Bold and Bright Red and Turquoise Tablescape

I think I am in love!  Yes, it's bold and it's bright and it screams at you, but I love combining turquoise and red.  Warning:  Brightness alert, please use your sunglasses.

I  made you some cookies to match.  We pack home lunches for our children; many of my creations go in their lunches -- some of the cookies, such as these, are conversation starters at lunch.  Click HERE for the posting on these cookies.

Here's the simple place setting.  I love the  "hobnail"- style bowls.  I found them on clearance at Michael's around Valentine's Day (50 cents).  The coral napkin rings give a nice POP to the table.  The turquoise plates were a Dollar Store find several years ago.

Another view of the table featuring the cookies lollipops.

For those with a good memory -- YES, this is the third week in a row I have used the red pots as a centerpiece -- YIKES!  The red pots inspired me as one night we were dining on the deck with these turquoise plates and I loved the look of the red and turquoise together.  It was a serendipitous moment - don't you just love that word?

Here's my bubble shot view; I like to view my world through a bubbly glass ;).

I hope you enjoyed my RED and TURQUOISE TABLE today.  Thanks for dropping by my RED COUCH! 

Monday, May 16, 2011

Jello-O Lollipop Cookies

Welcome to my Red Couch.  Bright, festive, and tasty would describe these Jell-O Cookies.  They are flavored with blueberry and cherry Jell-O and I love the turquoise and red colors together.  They just remind me of the bright days of summer that will surely come; even though Spring has been a bit cold in my neck of the woods.

One of my favorite things to do in the kitchen is to craft with cookies.

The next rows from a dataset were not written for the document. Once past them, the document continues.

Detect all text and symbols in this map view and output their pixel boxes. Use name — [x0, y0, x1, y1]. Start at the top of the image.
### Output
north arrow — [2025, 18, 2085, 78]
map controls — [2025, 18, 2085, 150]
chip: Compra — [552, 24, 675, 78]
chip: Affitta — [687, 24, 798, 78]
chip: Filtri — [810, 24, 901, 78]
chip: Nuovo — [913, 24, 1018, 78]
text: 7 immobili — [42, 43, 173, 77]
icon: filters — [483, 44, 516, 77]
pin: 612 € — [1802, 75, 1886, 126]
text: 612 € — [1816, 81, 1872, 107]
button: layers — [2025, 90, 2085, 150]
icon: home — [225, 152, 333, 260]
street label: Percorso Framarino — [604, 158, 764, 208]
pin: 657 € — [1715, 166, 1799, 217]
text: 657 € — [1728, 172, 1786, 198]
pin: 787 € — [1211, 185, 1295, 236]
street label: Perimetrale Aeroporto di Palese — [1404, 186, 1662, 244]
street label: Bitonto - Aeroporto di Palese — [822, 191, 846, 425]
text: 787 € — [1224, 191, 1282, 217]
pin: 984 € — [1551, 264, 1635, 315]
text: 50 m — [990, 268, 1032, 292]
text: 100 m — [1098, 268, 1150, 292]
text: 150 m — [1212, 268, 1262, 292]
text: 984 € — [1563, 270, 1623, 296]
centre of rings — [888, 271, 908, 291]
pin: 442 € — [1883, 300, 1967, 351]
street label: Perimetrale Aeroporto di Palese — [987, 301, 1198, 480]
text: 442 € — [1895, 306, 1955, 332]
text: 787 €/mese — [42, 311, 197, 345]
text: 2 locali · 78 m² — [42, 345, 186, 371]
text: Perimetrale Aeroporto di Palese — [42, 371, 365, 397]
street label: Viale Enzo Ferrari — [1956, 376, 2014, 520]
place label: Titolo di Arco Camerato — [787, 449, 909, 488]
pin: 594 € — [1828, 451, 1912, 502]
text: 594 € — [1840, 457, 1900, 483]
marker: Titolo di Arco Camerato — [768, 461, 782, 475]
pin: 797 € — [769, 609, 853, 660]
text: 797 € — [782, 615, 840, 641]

These were made with a Wilton Cookie Pop mold; if you don't have a mold, you could easily make them without a mold..  Check out my sidebar listing to see other Jell-O kitchen crafts.

Recipe for Jell-O Lollipop Cookies
3/4 cup butter or shortening
1/2 cup sugar
2 eggs
1 (3 ounce) package of Jell-O -- I used cherry and blueberry and split the packages in half.
1 teaspoon vanilla
1 teaspoon baking powder
1 teaspoon salt
2-1/2 cups flour

Mix all ingredients, except Jell-O.  If using two flavors of Jell-O, as I did, halve each Jell-O package and the dough and incorporate the different Jell-O flavors in each half of dough.  If using Wilton Cookie Pop molds, just press dough into molds -- one half of each flavor.  You may need to add a tad bit of flour to make the dough a bit more usable.  If not using Cookie Pop Molds, roll  dough into balls (at least 2 tablespoons) and flatten, and then insert sucker stick.  For the sucker stick to hold, make sure your cookie is somewhat thick.  Bake in 350 degree oven for about 10 minutes.  Add about 2 more minutes if using the Wilton Cookie Pop Molds.  To help insure the sucker stick will stay in place, don't short the baking time.

Thanks for dropping by.

I posted with these fun parties:

Friday, May 13, 2011

Barbecue Chicken Salad -- Blast From the Past

Do you remember this salad?  It was the rage a few years ago -- and for good reason.  It's perfect for the summer season -- delicious, and so fresh tasting.  Add this to your summer repertoire -- I don't think you will be disappointed.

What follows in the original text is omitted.